Print the data again, exactly.

─── Records for this exercise ───

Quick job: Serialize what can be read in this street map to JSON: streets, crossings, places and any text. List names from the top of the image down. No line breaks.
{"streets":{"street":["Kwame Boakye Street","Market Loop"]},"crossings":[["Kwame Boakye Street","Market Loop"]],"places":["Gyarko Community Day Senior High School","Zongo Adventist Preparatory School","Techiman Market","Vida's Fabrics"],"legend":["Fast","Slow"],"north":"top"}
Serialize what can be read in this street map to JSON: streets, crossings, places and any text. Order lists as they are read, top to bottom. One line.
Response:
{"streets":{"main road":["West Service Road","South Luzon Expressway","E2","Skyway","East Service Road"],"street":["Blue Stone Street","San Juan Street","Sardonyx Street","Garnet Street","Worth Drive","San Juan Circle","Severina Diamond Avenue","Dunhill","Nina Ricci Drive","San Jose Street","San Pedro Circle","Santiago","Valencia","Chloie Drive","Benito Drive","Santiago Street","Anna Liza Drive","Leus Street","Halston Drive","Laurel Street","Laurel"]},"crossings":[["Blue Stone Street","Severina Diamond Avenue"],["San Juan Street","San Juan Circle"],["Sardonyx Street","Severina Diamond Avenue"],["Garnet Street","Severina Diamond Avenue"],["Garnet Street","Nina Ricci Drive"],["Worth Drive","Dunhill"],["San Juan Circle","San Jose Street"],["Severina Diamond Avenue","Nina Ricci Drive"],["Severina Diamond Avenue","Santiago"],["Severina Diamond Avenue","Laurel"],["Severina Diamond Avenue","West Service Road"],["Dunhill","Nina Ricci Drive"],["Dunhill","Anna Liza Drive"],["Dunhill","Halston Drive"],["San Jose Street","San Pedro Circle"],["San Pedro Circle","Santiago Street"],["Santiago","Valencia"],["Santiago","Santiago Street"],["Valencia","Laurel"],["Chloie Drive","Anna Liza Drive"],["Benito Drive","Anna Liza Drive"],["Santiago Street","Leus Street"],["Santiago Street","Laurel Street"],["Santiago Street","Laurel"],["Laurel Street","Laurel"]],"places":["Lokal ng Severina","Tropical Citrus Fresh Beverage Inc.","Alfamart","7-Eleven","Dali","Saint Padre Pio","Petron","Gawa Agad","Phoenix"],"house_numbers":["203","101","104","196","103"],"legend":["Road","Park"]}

───

Output of the exercise:
Quick job: Serialize what can be read in this street map to JSON: streets, crossings, places and any text. List names from the top of the image down. No line breaks.
{"streets":{"street":["Kwame Boakye Street","Market Loop"]},"crossings":[["Kwame Boakye Street","Market Loop"]],"places":["Gyarko Community Day Senior High School","Zongo Adventist Preparatory School","Techiman Market","Vida's Fabrics"],"legend":["Fast","Slow"],"north":"top"}
Serialize what can be read in this street map to JSON: streets, crossings, places and any text. Order lists as they are read, top to bottom. One line.
Response:
{"streets":{"main road":["West Service Road","South Luzon Expressway","E2","Skyway","East Service Road"],"street":["Blue Stone Street","San Juan Street","Sardonyx Street","Garnet Street","Worth Drive","San Juan Circle","Severina Diamond Avenue","Dunhill","Nina Ricci Drive","San Jose Street","San Pedro Circle","Santiago","Valencia","Chloie Drive","Benito Drive","Santiago Street","Anna Liza Drive","Leus Street","Halston Drive","Laurel Street","Laurel"]},"crossings":[["Blue Stone Street","Severina Diamond Avenue"],["San Juan Street","San Juan Circle"],["Sardonyx Street","Severina Diamond Avenue"],["Garnet Street","Severina Diamond Avenue"],["Garnet Street","Nina Ricci Drive"],["Worth Drive","Dunhill"],["San Juan Circle","San Jose Street"],["Severina Diamond Avenue","Nina Ricci Drive"],["Severina Diamond Avenue","Santiago"],["Severina Diamond Avenue","Laurel"],["Severina Diamond Avenue","West Service Road"],["Dunhill","Nina Ricci Drive"],["Dunhill","Anna Liza Drive"],["Dunhill","Halston Drive"],["San Jose Street","San Pedro Circle"],["San Pedro Circle","Santiago Street"],["Santiago","Valencia"],["Santiago","Santiago Street"],["Valencia","Laurel"],["Chloie Drive","Anna Liza Drive"],["Benito Drive","Anna Liza Drive"],["Santiago Street","Leus Street"],["Santiago Street","Laurel Street"],["Santiago Street","Laurel"],["Laurel Street","Laurel"]],"places":["Lokal ng Severina","Tropical Citrus Fresh Beverage Inc.","Alfamart","7-Eleven","Dali","Saint Padre Pio","Petron","Gawa Agad","Phoenix"],"house_numbers":["203","101","104","196","103"],"legend":["Road","Park"]}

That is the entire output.